6. Over eisers beroepsgrond dat verweerder ten onrechte het aanbouwen door vergunninghouder van een balkon/terras op het perceel [adres 1] gedoogt, overweegt de rechtbank dat de aanbouw van een balkon/terras, blijkens de vergunning tekening (bijlage bij het bestreden besluit), geen onderdeel (meer) uitmaakt van onderhavige aanvraag om een omgevingsvergunning en dus ook niet is vergund. Dit betekent dat de rechtbank in deze procedure de aanbouw van een balkon/terras niet kan beoordelen. De rechtbank heeft dit ter zitting met eiser besproken en eiser heeft vervolgens deze beroepsgrond ingetrokken.

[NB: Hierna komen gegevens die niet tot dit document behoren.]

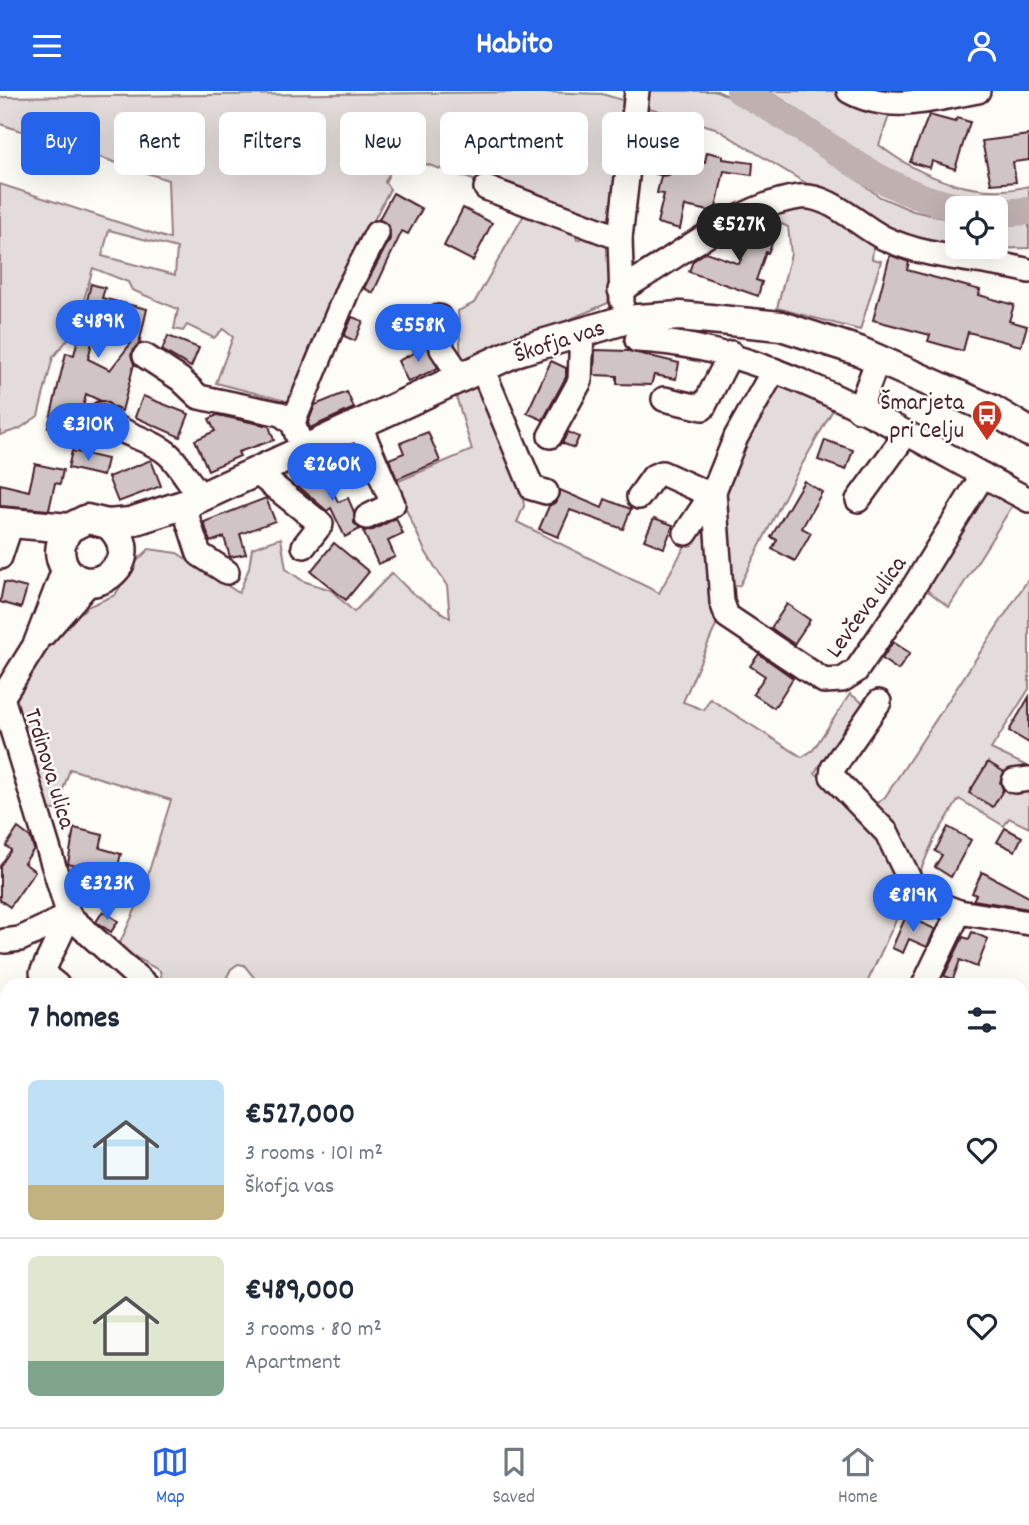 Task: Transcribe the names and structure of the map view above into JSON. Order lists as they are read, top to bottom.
{
  "streets": {
    "main road": ["Škofja vas"],
    "street": ["Levčeva ulica", "Trdinova ulica"]
  },
  "places": {
    "bus stop": ["Šmarjeta pri Celju"]
  },
  "page": {
    "header": "Habito",
    "chip": [
      "Buy",
      "Rent",
      "Filters",
      "New",
      "Apartment",
      "House"
    ],
    "price": [
      "€527K",
      "€489K",
      "€558K",
      "€310K",
      "€260K",
      "€323K",
      "€819K"
    ],
    "heading": "7 homes",
    "list": [
      {
        "name": "€527,000",
        "note": "3 rooms · 101 m² · Škofja vas"
      },
      {
        "name": "€489,000",
        "note": "3 rooms · 80 m² · Apartment"
      }
    ],
    "tabs": ["Map", "Saved", "Home"]
  }
}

Het plaatsen van een keermuur en het storten van vervuilde grond door vergunninghouder.
7. Eiser heeft aangevoerd dat verweerder ten onrechte niet handhaaft op het storten van vervuilde grond op de tuin grenzende aan [adres 2] en het zonder toestemming plaatsen van een keermuur op de muur van het atelier behorende bij zijn appartement door vergunninghouder.

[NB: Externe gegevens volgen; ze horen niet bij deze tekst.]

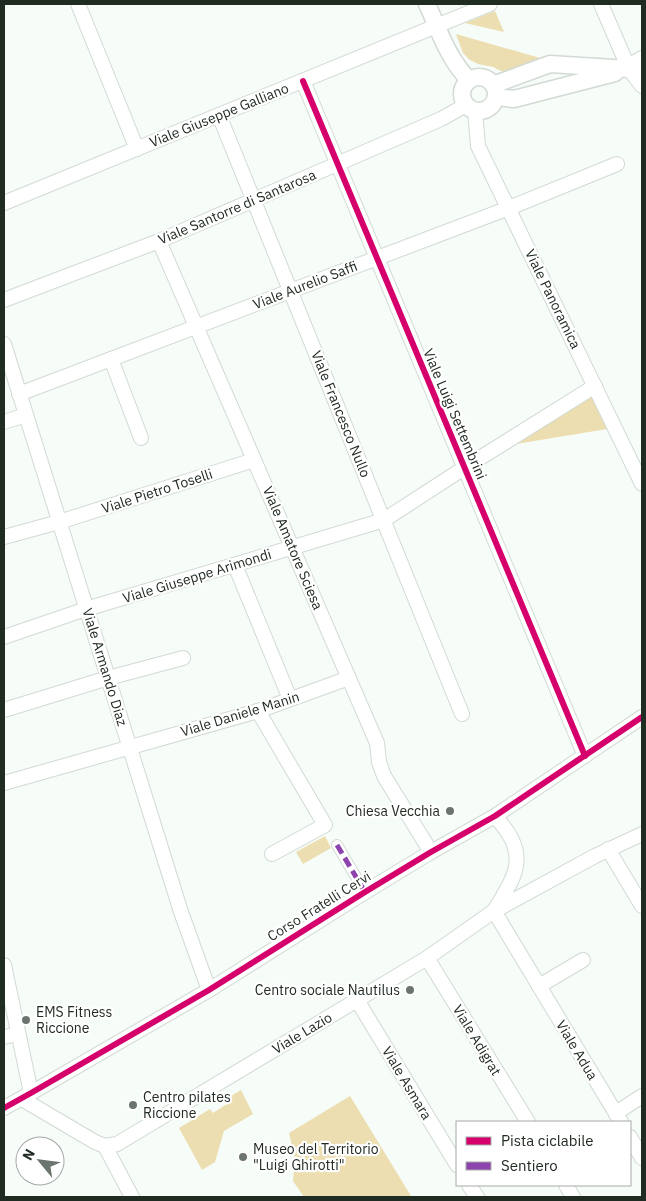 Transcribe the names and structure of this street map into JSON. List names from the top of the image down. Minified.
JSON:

8. De rechtbank stelt vast dat de keermuur niet is aangevraagd en dat hiervoor ook geen vergunning is verleend door verweerder. De keermuur valt derhalve buiten de omvang van het geding. Met betrekking tot het storten van (vervuilde) grond heeft verweerder meegedeeld in zijn verweerschrift van 23 februari 2021 dat bodemonderzoek uitgevoerd dient te worden. Dit betreft echter een separate procedure.
9. Naar aanleiding van de bespreking ter zitting van het vorenstaande heeft eiser ook deze beroepsgrond ingetrokken.
Inbreuk op het eigendomsrecht van eiser ?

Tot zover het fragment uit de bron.